Steady cold is not bad for chickens as long as they are not in a draft and they have plenty to eat. What a lot of commenters miss is how harmful temperature swings can be, especially if it goes back and forth between needing to heat up and needing to cool down. Depending on where in NC you are, you may have a climate like mine here in the mountains of East TN. I can tell you that the swings from heating to cooling and back can be chicken killers. I lost 5 of my older hens this Spring when temps went from frost to 90+ and I had turned off the heat in the coops already. We had already had 2 weeks of temps in the 80s. If I had kept them warmer during that last frost I might not have lost them. On the other hand, there is a danger of keeping them too warm when its cold and them not being able to keep themselves warm in a power failure.
 
No doubt that heat( sudden or not) that high can kill.

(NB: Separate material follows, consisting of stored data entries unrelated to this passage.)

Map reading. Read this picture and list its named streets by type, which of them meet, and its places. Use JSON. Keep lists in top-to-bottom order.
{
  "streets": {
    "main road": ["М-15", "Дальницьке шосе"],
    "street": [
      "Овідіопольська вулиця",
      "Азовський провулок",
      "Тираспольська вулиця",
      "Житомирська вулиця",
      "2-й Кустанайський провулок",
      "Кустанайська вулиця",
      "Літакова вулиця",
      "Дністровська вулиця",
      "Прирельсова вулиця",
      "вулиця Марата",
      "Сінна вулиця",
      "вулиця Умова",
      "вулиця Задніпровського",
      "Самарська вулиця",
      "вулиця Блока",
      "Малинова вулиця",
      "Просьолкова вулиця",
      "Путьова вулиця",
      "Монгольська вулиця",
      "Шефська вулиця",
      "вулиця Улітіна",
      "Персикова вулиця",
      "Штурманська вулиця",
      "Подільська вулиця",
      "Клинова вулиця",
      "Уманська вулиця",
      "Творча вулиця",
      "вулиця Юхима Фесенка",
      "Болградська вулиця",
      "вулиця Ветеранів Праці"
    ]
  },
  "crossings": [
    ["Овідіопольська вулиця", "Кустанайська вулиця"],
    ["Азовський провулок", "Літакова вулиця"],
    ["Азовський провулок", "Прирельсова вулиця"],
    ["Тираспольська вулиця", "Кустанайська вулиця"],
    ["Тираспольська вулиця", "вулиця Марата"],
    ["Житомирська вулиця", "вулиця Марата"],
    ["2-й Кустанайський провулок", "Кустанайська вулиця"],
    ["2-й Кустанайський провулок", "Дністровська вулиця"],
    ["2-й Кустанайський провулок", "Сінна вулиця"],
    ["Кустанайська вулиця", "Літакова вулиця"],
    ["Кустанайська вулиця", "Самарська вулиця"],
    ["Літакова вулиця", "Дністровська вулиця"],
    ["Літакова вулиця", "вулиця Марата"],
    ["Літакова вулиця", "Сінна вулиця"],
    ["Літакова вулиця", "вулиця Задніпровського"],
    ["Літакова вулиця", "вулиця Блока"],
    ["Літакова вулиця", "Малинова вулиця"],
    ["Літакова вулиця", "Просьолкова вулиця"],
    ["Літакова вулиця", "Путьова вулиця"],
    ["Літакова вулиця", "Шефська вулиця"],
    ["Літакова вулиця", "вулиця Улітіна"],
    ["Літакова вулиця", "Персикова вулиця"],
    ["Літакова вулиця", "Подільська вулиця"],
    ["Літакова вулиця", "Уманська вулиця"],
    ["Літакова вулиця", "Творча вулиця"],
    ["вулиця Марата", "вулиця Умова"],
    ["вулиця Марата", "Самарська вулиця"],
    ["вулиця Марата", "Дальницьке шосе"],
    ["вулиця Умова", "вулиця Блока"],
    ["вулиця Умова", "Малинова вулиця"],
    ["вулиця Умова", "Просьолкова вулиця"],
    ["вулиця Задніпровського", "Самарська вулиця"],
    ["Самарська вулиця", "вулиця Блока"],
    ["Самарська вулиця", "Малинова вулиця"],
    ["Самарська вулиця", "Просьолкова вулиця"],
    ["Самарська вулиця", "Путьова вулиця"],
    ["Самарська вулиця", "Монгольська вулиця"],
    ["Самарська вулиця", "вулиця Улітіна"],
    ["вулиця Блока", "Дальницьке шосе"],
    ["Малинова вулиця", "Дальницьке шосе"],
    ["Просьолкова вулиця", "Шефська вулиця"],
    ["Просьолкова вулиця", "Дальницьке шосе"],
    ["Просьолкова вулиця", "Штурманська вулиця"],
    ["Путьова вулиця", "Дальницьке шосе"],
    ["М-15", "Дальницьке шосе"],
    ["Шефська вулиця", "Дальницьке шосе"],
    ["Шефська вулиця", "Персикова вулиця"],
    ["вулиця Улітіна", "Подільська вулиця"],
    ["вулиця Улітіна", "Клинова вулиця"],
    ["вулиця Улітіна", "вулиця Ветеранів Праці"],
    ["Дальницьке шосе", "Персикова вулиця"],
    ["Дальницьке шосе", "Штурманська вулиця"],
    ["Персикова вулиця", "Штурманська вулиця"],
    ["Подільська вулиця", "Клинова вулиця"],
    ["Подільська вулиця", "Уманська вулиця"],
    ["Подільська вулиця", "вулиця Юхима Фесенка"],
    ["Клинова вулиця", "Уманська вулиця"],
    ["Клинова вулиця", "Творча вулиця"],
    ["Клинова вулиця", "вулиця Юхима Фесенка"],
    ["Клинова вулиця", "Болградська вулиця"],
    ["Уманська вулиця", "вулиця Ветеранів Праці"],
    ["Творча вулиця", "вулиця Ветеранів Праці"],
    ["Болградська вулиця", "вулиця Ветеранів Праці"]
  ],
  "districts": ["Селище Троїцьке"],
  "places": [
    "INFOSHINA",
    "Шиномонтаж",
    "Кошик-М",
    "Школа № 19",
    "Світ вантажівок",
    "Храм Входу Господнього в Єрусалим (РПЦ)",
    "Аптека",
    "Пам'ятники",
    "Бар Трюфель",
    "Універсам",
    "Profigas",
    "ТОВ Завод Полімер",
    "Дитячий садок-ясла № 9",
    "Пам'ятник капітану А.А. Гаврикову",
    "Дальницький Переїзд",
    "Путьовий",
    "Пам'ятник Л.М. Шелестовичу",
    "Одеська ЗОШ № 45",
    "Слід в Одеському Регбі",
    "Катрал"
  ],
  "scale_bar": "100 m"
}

Our typical July and August from half to 3/4 of the days are over 90 and high humidity is not unusual. The chickens adjust pretty well although they don't lay a lot. They stay in the shade in the heat of the day and dig down into the damp soil to cool off. Before this year, I've lost maybe one hen per year to heat stress. The ones with the bigger combs seem to suffer less from the heat. Typical winter temps are in the teens and about one year out of 5 we go to -5F. We freeze & thaw all winter long. It's different from areas where things freeze and stay frozen all winter.
 
I have a question. I know chicken adapt well to cold but do they adapt well to sudden cold? We are going to be 90 tomorrow and then under 20 on monday and snow. Our coop is draft free and they have a covered run. They should be ok without any supplimental heat, right? A winter storm will be in sunday night until Thursday.
 
I have a question. I know chicken adapt well to cold but do they adapt well to sudden cold? We are going to be 90 tomorrow and then under 20 on monday and snow. Our coop is draft free and they have a covered run. They should be ok without any supplimental heat, right? A winter storm will be in sunday night until Thursday.
Yes, they will be fine.
 
I have a question. I know chicken adapt well to cold but do they adapt well to sudden cold? We are going to be 90 tomorrow and then under 20 on monday and snow. Our coop is draft free and they have a covered run. They should be ok without any supplimental heat, right? A winter storm will be in sunday night until Thursday.
No problem
 
I have a question. I know chicken adapt well to cold but do they adapt well to sudden cold? We are going to be 90 tomorrow and then under 20 on monday and snow. Our coop is draft free and they have a covered run. They should be ok without any supplimental heat, right? A winter storm will be in sunday night until Thursday.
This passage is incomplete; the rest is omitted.